Não existe uma taxa de elucidação de homicídios em âmbito nacional. O dado já foi tema de outras quatro checagens do Truco com base em frases de Wilder Morais, Gilmar Mendes, Ciro Gomes e João Amoêdo – todas elas foram classificadas como falsas. Também não existe estudo que traga uma taxa nacional de solução ou elucidação de assaltos a mão armada. Rocha usou dois dados falsos em sua fala.

Procurada pelo Truco, a assessoria de imprensa do presidenciável citou como fontes para o dado sobre homicídios uma estimativa de Julio Jacobo Waiselfisz, coordenador da pesquisa Mapa da Violência 2011, e um estudo do Ministério da Justiça que utilizaria dados do Conselho Nacional de Justiça (CNJ). “Segundo estimativa de Waiselfisz, de cada 100 homicídios no Brasil, apenas 8 são apurados, e nem todos os crimes apurados resultam em condenação – apenas cerca de 4% ou 5%”, afirmou a assessoria do pré-candidato. “O mesmo estudo, divulgado pelo Ministério da Justiça, aponta que 158.319 inquéritos instaurados até 31 de dezembro de 2007 estão praticamente parados (dados do Conselho Nacional de Justiça). A conclusão do trabalho: o percentual de impunidade para os homicídios é de 92%.”

O Truco já mostrou que a informação de que 92% dos homicídios não são solucionados aparece no relatório da Estratégia Nacional de Justiça e Segurança Pública (Enasp), vinculado ao Conselho Nacional do Ministério Público. O documento, por sua vez, credita o número à Associação Brasileira de Criminalística. Waiselfisz, citado como fonte pela assessoria de Flávio Rocha, reproduziu esse dado em entrevistas. O presidente da Associação Brasileira de Criminalística, Bruno Telles, atribui o número a um estudo do pesquisador Michel Misse.

Misse, no entanto, rejeita o número que lhe é atribuído. Em novembro de 2017, o Instituto Sou da Paz tentou calcular o porcentual nacional, mas apenas seis estados enviaram dados. O Ministério da Justiça produziu o estudo “A investigação de homicídios no Brasil”, em parceria com o Fórum Brasileiro de Segurança Pública, que traz apenas taxas de esclarecimentos em diferentes estados.

Em relação aos assaltos à mão armada, a assessoria do pré-candidato alegou que a afirmação foi baseada em uma reportagem do jornal Extra de junho de 2017. O texto calcula que o estado do Rio registra, para cada investigação sobre roubos solucionada pela Polícia Civil, 53 outros casos do tipo. A assessoria também credita o dado ao sociólogo Ignácio Cano, do Laboratório de Análise de Violência da Universidade do Estado do Rio de Janeiro (Uerj). O pesquisador teria feito um estudo mostrando que 3% das ocorrências de roubos no estado do Rio resultaram em condenações.

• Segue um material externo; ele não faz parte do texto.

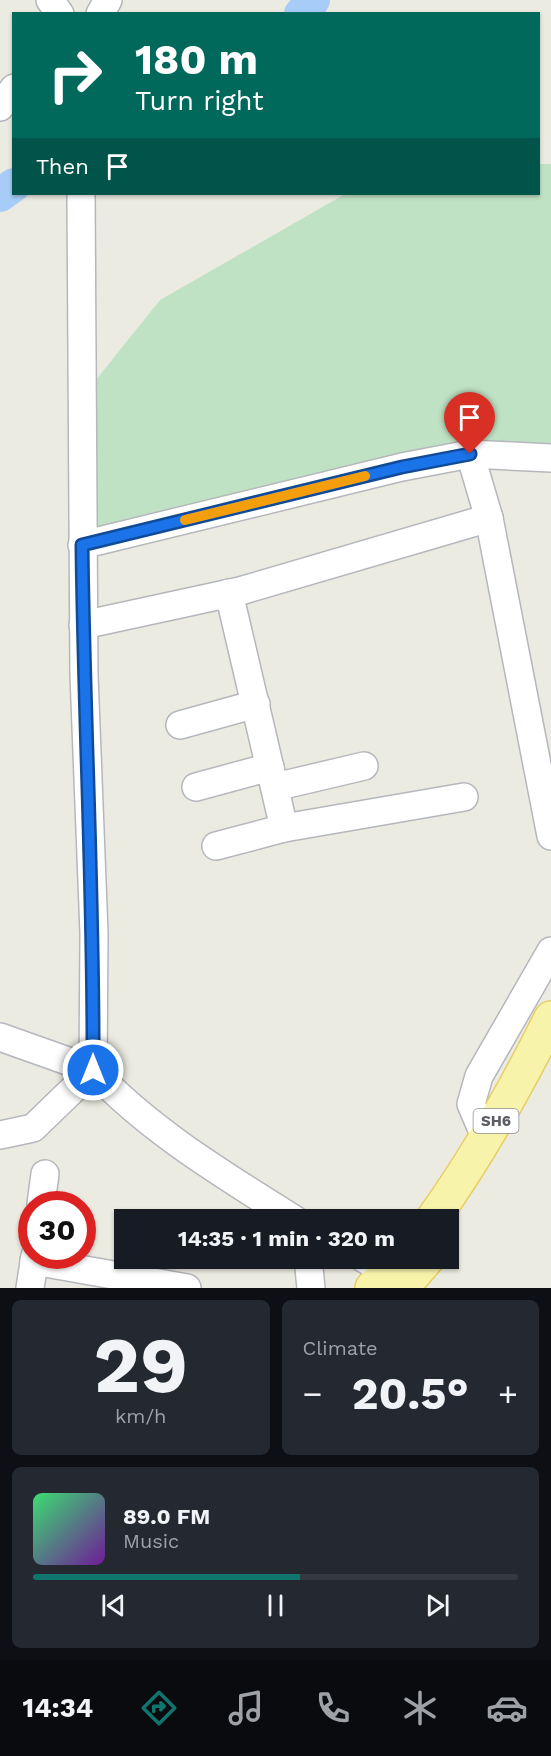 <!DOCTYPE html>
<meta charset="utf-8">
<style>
:root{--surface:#171b24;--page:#242831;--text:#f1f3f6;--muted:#9ea1a6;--line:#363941;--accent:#0f766e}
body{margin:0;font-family:"Work Sans",sans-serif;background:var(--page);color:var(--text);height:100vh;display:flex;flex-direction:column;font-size:22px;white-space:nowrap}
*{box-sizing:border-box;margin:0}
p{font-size:20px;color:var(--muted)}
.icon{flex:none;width:33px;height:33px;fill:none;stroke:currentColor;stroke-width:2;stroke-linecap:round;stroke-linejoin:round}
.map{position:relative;height:1288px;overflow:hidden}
.sheet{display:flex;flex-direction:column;gap:12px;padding:12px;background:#0d0f14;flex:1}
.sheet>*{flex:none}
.guide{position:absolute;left:12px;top:12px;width:528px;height:183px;border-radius:0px;box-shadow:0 2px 4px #0004;background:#00695c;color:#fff;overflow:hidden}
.speed{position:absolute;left:18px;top:1191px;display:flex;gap:12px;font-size:30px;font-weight:700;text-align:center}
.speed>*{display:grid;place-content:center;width:78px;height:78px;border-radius:50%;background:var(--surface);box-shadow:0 2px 4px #0004;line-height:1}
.speed .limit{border:9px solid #d22;background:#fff;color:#111}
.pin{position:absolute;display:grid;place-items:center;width:51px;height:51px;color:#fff;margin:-62px -26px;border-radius:50% 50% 50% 0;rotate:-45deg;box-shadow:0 0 6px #0007}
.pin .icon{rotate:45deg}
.me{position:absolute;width:66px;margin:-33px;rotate:0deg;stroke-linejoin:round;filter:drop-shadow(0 0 4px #0008)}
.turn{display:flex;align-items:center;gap:21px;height:126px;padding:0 24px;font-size:27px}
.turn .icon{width:78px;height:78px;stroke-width:2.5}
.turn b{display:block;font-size:42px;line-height:51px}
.then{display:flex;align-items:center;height:57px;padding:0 24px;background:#0003;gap:12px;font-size:22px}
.big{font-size:45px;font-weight:700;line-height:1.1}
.sheet .tile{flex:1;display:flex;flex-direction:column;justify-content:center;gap:9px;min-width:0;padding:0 21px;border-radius:9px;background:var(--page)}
.sheet .dial{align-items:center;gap:0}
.dial b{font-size:78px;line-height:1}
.song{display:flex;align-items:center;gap:18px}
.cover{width:72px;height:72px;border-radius:9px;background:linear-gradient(135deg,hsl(140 70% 55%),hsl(280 70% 35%))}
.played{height:6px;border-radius:3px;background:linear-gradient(90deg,var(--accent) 55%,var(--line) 55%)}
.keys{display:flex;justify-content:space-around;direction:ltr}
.heat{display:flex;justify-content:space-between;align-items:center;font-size:33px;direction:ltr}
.sheet .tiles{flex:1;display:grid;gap:12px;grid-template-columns:1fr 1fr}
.tile:last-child{grid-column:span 2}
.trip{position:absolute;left:114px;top:1209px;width:345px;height:60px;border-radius:0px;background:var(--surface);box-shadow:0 2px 4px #0004;font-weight:700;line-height:60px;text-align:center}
.tab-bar{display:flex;height:96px;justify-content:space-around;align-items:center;background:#090b0e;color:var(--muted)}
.tab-bar .icon{width:42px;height:42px}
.tab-bar .current{color:var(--accent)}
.tab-bar b{font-size:27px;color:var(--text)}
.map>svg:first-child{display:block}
.green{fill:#c0e2c4}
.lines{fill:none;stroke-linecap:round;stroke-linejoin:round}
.river{stroke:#a7ccf8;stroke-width:34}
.minor-casing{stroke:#b5b7bc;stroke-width:30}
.major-casing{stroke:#e6ce62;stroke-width:36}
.minor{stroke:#fff;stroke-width:27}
.major{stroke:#f8f3ab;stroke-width:33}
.route-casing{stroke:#114b97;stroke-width:15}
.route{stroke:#1a73e8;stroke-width:10}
.slow{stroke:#f59e0b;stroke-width:10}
.labels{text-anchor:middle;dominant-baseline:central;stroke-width:4.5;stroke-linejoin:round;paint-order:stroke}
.shield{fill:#fff;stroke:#8c8e91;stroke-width:1.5}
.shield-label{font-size:15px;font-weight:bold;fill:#5b5d62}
</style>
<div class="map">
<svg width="551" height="1288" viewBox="0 0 551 1288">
<rect width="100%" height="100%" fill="#ecebe2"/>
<!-- green -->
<path class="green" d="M539 164H551V446L91 535 95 381 160 300 345 194H538Z"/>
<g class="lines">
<!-- river -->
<g class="river">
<path d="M301 14 313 0"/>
<path d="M0 195 14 185"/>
</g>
<!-- minor casing -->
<g class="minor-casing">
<g id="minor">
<path d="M50 0 60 14"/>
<path d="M100 14 108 0"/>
<path d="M0 107 14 88"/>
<path d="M81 194 84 675 94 933 93 1070C150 1131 224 1175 295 1220"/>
<path d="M470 454 489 518 551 836"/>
<path d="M82 545 402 467 470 454 551 458"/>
<path d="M229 593 284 828"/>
<path d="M83 625 240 591 489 518"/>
<path d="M180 725 256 704"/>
<path d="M196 787 270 767"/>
<path d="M275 787 364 766"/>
<path d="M216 846 284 828 464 797"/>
<path d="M0 1037 93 1070 33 1128 0 1135"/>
<path d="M486 1139 471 1104 479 1076 551 951"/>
<path d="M41 1204 45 1174"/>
<path d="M308 1258 311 1288"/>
<path d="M363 1258 387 1272 401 1284"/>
<path d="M34 1261 187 1288"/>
<path d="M30 1288 35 1256"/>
</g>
</g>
<!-- major casing -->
<g class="major-casing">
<g id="major">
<path d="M432 1220C478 1156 516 1088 551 1018"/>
<path d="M372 1288 399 1258"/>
<path d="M402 1288 428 1258"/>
</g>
</g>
<!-- minor -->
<use href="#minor" class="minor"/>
<!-- major -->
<use href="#major" class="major"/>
</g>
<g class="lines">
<!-- route casing -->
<g class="route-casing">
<path id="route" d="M93 1070C94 895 84 720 82 545L402 467 470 454"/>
</g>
<!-- route -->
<use href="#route" class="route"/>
<!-- slow -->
<path class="slow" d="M185 520 365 476"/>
</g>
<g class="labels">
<!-- shield labels -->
<rect class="shield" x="473.5" y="1109" width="45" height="24" rx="4.5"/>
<g class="shield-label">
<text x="496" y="1121">SH6</text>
</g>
</g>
</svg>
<div class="speed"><div class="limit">30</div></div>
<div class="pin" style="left:470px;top:454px;background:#d93025"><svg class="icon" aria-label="arrive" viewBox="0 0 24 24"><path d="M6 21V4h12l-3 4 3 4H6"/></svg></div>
<svg class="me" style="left:93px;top:1070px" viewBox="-20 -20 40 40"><circle r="17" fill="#1a73e8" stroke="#fff" stroke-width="3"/><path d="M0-11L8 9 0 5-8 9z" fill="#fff"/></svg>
<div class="trip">14:35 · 1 min · 320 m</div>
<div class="guide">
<div class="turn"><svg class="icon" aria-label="right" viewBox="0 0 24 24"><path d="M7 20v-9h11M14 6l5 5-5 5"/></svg><div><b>180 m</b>Turn right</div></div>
<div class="then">Then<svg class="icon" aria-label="arrive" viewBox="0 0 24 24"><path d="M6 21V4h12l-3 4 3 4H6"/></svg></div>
</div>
</div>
<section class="sheet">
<div class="tiles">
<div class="tile dial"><b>29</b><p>km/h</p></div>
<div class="tile"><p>Climate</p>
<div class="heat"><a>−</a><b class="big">20.5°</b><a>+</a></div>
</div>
<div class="tile">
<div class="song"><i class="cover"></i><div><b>89.0 FM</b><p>Music</p></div></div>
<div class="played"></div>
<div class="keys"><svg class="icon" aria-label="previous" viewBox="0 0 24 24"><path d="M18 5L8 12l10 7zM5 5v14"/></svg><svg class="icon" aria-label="pause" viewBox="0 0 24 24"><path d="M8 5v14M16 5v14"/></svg><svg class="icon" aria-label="next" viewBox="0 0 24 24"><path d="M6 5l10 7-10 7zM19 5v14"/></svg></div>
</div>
</div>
</section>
<nav class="tab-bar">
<b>14:34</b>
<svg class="icon current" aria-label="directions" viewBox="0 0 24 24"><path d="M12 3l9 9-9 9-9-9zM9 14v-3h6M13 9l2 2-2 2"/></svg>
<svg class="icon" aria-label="music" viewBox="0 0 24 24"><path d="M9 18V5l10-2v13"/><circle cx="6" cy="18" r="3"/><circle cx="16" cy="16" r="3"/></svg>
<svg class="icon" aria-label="phone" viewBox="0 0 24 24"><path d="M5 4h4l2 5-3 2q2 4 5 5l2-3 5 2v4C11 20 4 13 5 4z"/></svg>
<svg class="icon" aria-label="climate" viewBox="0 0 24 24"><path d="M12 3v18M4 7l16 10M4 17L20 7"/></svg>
<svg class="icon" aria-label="car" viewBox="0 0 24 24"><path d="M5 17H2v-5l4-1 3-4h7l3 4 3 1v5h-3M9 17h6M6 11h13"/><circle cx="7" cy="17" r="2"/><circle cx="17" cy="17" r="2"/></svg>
</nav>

O Truco não localizou o estudo de Cano, tampouco conseguiu contato por telefone com a Uerj. Na matéria do Extra, o pesquisador afirma que a pesquisa foi publicada no final da última década, usando dados dos anos anteriores. Os números seriam, portanto, muito antigos para refletirem a situação atual. As fontes apresentadas por Rocha refletem os dados do estado do Rio, e não do Brasil todo. Além disso, os números são relativos a roubos de todo tipo, não apenas assaltos a mão armada.

De acordo com Ana Carolina Pekny, pesquisadora do Instituto Sou da Paz, assim como não existe um índice nacional de esclarecimento de homicídios, também não existe uma taxa nacional de solução de roubos a mão armada. “Na verdade, por mais bizarro que seja, sequer temos o número total de roubos cometidos no país, pois o Anuário Brasileiro de Segurança Pública se limita a algumas categorias de roubo”, explica.

No boletim trimestral Sou da Paz Analisa, feito pela organização a partir das estatísticas divulgadas pela Secretaria de Segurança Pública do Estado de São Paulo, há dados que pintam um cenário diferente para o estado de São Paulo em relação aos dados obtidos pelo candidato para o Rio, ao menos em relação aos roubos seguidos de morte. “Houve 47 prisões em flagrante por latrocínio no estado no ano passado, ante 334 ocorrências. Isso quer dizer que ao menos 14% dos roubos seguidos de morte no estado não ficam impunes”, afirma. “Digo ao menos porque há prisões por mandado também, ou seja, outras ocorrências podem ter acabado em prisão além dessas.”


“A política do desarmamento trouxe consequências péssimas: não deu certo.”

Falso

É incorreto afirmar que o Estatuto do Desarmamento “trouxe consequências péssimas” e “não deu certo”. Desde que foi promulgado, em 2003, o índice de homicídios no Brasil caiu em pelo menos cinco ocasiões, segundo os dados do Atlas da Violência 2017, estudo anual publicado pelo Instituto de Pesquisa Econômica Aplicada (Ipea). Entre 2014 e 2015, último ano que o Atlas abrange, a queda foi de 2,3%. Além disso, há estudos e relatórios confiáveis cujos dados sugerem que as campanhas de desarmamento tiveram resultados positivos. A afirmação de Flávio Rocha é falsa.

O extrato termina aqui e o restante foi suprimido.